◆ WHAT IS EXPECTED: The answer must consist of each line of the records below that contains the string "rule".

◆ INPUT RECORDS:
== Segment start ==

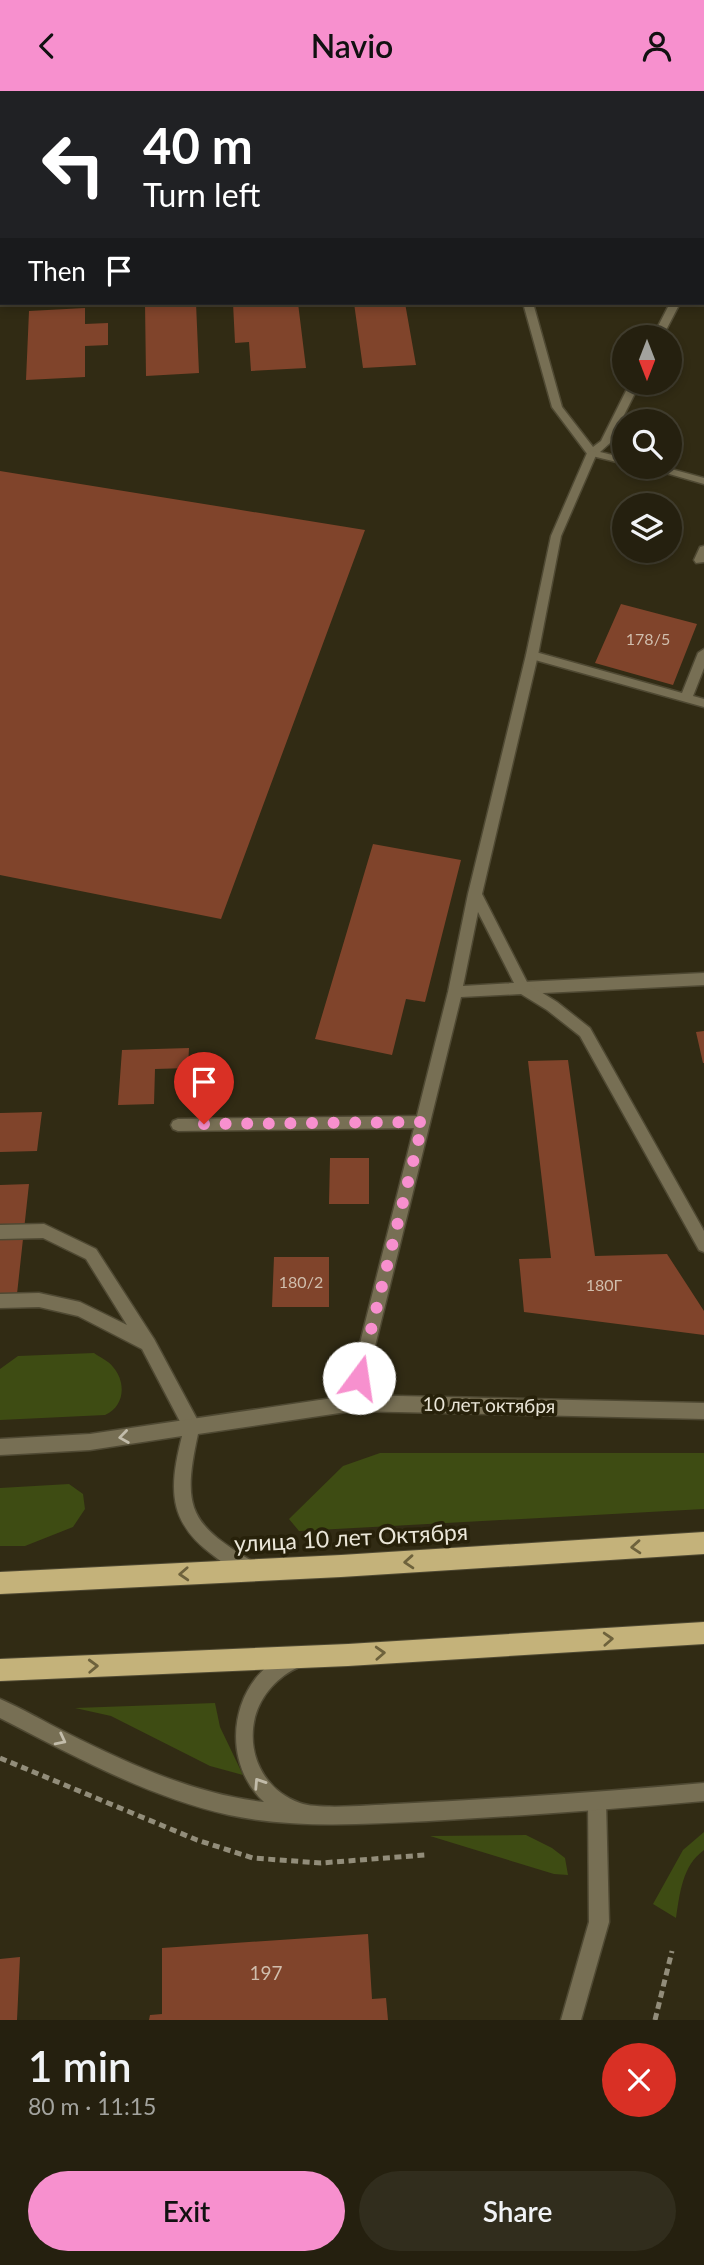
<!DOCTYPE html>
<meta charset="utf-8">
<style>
:root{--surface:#25200f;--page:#312d1d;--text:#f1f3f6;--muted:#a3a39e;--line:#423e2f;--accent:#f790ce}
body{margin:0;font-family:Lato,sans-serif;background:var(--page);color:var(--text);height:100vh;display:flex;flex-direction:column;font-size:26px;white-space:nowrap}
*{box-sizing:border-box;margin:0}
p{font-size:23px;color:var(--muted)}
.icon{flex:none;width:38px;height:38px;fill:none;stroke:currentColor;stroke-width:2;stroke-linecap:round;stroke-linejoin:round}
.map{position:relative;height:1929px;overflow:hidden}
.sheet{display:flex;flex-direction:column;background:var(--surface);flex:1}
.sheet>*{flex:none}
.hud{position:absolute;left:0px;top:0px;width:705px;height:214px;box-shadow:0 4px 10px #0003,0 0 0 2px var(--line);background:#202124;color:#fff;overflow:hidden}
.needle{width:46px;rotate:180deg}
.tools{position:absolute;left:612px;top:234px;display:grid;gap:14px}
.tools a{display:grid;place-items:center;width:70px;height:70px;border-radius:50%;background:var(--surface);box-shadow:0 4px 10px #0003,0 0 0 2px var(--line);font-size:35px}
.pin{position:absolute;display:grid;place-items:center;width:60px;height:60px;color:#fff;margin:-72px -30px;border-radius:50% 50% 50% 0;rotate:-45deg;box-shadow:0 0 7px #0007}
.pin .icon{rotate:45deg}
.me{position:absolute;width:77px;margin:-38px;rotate:14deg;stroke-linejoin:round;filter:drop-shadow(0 0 5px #0008)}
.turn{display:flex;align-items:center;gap:24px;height:147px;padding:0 28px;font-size:32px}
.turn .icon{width:91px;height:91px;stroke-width:2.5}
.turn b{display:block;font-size:49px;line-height:60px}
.then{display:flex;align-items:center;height:66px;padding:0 28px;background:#0003;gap:14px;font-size:26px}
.round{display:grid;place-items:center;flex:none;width:74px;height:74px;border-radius:37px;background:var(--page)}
.summary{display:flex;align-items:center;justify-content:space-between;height:119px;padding:0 28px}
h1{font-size:42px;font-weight:600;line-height:52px}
.action{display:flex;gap:14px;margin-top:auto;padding:14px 28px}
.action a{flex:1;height:80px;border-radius:42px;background:var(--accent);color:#111;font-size:28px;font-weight:600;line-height:80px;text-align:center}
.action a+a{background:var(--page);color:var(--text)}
header{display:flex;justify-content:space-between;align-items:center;height:91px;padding:0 28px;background:var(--accent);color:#111;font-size:32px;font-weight:600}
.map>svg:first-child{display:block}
.green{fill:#3e4c13}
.building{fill:#80442b}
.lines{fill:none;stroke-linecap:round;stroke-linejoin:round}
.service-casing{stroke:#4f4933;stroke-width:3}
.minor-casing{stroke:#4f4933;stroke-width:3}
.tertiary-casing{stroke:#4f4933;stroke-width:3}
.primary-casing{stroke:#4f4933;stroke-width:2}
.path{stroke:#928d7a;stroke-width:5;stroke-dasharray:7 4.5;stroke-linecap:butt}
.service{fill:#776f54;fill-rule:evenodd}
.minor{fill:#776f54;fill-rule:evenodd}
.tertiary{fill:#776f54;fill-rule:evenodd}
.primary{fill:#c4b27a;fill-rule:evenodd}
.oneway{stroke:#c2bcaa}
.oneway2{stroke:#6e623c}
.route{stroke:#f790ce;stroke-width:12;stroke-dasharray:0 21.6}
.labels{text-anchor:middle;stroke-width:7;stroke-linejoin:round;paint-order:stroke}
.number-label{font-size:16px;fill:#d0bead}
.street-label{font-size:19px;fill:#eae6d8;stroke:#27210a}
.near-number-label{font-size:19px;fill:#d0bead}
.near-street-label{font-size:23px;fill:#eae6d8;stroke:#27210a}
</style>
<header><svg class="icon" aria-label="back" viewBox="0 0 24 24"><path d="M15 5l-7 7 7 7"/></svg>Navio<svg class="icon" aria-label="person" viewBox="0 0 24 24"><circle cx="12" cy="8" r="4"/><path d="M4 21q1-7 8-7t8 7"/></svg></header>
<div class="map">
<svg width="704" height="1929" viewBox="0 0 704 1929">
<rect width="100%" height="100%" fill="#312b14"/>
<path class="green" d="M94,1262C99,1266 109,1270 113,1276C127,1292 124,1316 105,1324L0,1329V1278L18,1265Z
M380,1362H704V1418L299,1440L289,1428L343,1375Z
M69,1393L83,1403L85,1418L73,1436L25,1455H0V1397Z
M215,1612L220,1636L243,1684L210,1675L111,1625L75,1617Z
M704,1741V1759C682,1775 680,1802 676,1827L653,1813L683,1759Z
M526,1744L552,1757L565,1767L568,1784L554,1783L430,1745Z"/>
<path class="building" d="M145,212H196L199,282L146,285Z
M233,212H298L306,277L251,280L249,251L235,252Z
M354,212H405L416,274L363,277Z
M85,217V233L108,232V254L85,255V286L26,289L29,220Z
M0,380L365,439L221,828L0,784Z
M621,513L697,533L673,594L595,572Z
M373,753L461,769L425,911L406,908L392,964L315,948Z
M704,940V972H703L696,941Z
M189,957L188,977L155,978L154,1013L118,1014L122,959Z
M568,969L595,1165L667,1163L704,1220V1244L524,1221L519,1168L551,1167L528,970Z
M42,1021L37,1060L0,1061V1022Z
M330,1067H369V1113H329Z
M29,1093L17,1203H0V1094Z
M274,1166H329V1216H272Z
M368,1843L372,1908L386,1907L388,1929H149L150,1924L162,1923V1857Z
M20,1866L17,1929H0V1868Z"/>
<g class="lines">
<defs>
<path id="service" d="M88,0H96V2H88Z
M193,0H201V2H193Z
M396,0H404L405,2H397Z
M0,102H2V108H0Z
M523,212H533L562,316L593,356L601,350L630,292H640L610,352L600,361L625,367V373L588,364L552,316Z
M670,212H680L662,247H652Z
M645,376H664L704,387V393Z
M704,455V471L696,472L694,469L700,456Z
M704,558V577L693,605L704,608V616L528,567L526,564L532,560L682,602L698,562Z
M704,882V894L523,903L518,901L516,897L518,893L523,891Z
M423,1025L428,1027L430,1031L428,1035L423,1037L178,1040L173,1038L171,1034L173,1030L178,1028Z
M44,1133L96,1158L154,1248L198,1330L200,1336L198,1342L192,1344L186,1342L142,1258L78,1225L39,1216L0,1217V1203L39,1202L80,1211L127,1234L86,1168L43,1147L0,1148V1134Z"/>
<path id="minor" d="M592,359L597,362L561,445L538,564L482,803L528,893L557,911L590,937L704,1140V1161L699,1159L580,945L547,919L521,903L461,906L361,1312L359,1318L353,1320L347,1318L345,1312L448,901L468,803L526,564L551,445L587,362ZM478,821L514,892L463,895Z
M597,1702L604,1704L606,1711L609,1831L581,1929H561L589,1831L588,1711L590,1704Z"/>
<path id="tertiary" d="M353,1304L704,1312V1328L353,1320L198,1343C181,1420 191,1434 257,1473L260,1479L257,1485L251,1488C238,1482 225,1474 214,1465C167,1431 169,1397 182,1345L90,1359L0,1364V1348L90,1343Z
M293,1561L299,1564L302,1570L299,1576C278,1585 261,1604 255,1626C246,1663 264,1699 300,1712C319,1719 372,1714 395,1713C498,1708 601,1701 704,1692V1710C613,1718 521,1725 429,1730C363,1733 294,1738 229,1724C148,1706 72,1664 0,1627V1608C23,1618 45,1631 67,1642C129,1673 194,1703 264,1711C217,1668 231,1582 293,1561Z"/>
<path id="primary" d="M704,1441V1463L341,1486L0,1503V1481L341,1464Z
M704,1531V1553L348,1575L0,1590V1568L348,1553Z"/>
</defs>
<use href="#service" class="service-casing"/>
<use href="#minor" class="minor-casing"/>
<use href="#tertiary" class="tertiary-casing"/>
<use href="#primary" class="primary-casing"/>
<path class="path" d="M0,1667L197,1749L253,1767L321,1772L425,1764
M655,1929L672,1860"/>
<use href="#service" class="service"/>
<use href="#minor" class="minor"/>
<use href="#tertiary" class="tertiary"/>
<use href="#primary" class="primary"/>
</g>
<defs><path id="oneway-chevron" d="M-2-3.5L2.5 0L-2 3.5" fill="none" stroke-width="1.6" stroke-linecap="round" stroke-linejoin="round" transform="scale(1.75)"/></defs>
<g class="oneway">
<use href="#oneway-chevron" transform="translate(124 1346) rotate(172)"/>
<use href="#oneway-chevron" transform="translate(61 1649) rotate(27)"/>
<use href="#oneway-chevron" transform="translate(259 1692) rotate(-123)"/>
</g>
<g class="oneway2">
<use href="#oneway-chevron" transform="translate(636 1456) rotate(176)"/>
<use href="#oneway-chevron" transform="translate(409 1471) rotate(176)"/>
<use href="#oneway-chevron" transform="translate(184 1483) rotate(177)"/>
<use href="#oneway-chevron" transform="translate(608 1548) rotate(-3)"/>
<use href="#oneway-chevron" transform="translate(380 1562) rotate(-3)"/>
<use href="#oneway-chevron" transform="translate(93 1575) rotate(-2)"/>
</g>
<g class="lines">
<path class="route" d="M204,1033L423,1031L359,1287"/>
</g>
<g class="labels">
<g class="number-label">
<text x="648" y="554">178/5</text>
<text x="301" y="1197">180/2</text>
<text x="604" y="1200">180Г</text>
</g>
<g class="street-label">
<text transform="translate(489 1314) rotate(1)" y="7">10 лет октября</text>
</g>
<g class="near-number-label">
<text x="266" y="1889">197</text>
</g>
<g class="near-street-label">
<text transform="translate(351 1447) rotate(-3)" y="8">улица 10 лет Октября</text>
</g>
</g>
</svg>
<div class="tools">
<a><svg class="needle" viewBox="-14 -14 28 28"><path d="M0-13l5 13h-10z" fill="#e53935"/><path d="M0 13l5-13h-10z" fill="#a3a39e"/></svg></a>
<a><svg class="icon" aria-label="search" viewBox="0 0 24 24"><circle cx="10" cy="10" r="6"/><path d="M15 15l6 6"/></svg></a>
<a><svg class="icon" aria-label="layers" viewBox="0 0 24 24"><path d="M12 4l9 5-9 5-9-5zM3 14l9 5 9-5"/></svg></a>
</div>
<div class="pin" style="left:204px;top:1033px;background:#d93025"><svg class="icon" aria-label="arrive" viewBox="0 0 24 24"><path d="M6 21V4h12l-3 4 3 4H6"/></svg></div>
<svg class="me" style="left:359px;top:1287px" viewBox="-20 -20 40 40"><circle r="19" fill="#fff"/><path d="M0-13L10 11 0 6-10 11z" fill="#f790ce"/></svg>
<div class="hud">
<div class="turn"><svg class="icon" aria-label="left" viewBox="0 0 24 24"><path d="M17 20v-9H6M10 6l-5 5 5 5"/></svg><div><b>40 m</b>Turn left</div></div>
<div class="then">Then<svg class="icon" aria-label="arrive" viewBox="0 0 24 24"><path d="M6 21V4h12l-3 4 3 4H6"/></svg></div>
</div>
</div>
<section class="sheet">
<div class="summary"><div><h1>1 min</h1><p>80 m · 11:15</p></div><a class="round" style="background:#d93025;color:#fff"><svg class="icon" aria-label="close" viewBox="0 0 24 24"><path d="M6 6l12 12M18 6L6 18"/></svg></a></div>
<div class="action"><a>Exit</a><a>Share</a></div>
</section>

== Segment end ==

◆ THE COMPLETED TASK:
.service{fill:#776f54;fill-rule:evenodd}
.minor{fill:#776f54;fill-rule:evenodd}
.tertiary{fill:#776f54;fill-rule:evenodd}
.primary{fill:#c4b27a;fill-rule:evenodd}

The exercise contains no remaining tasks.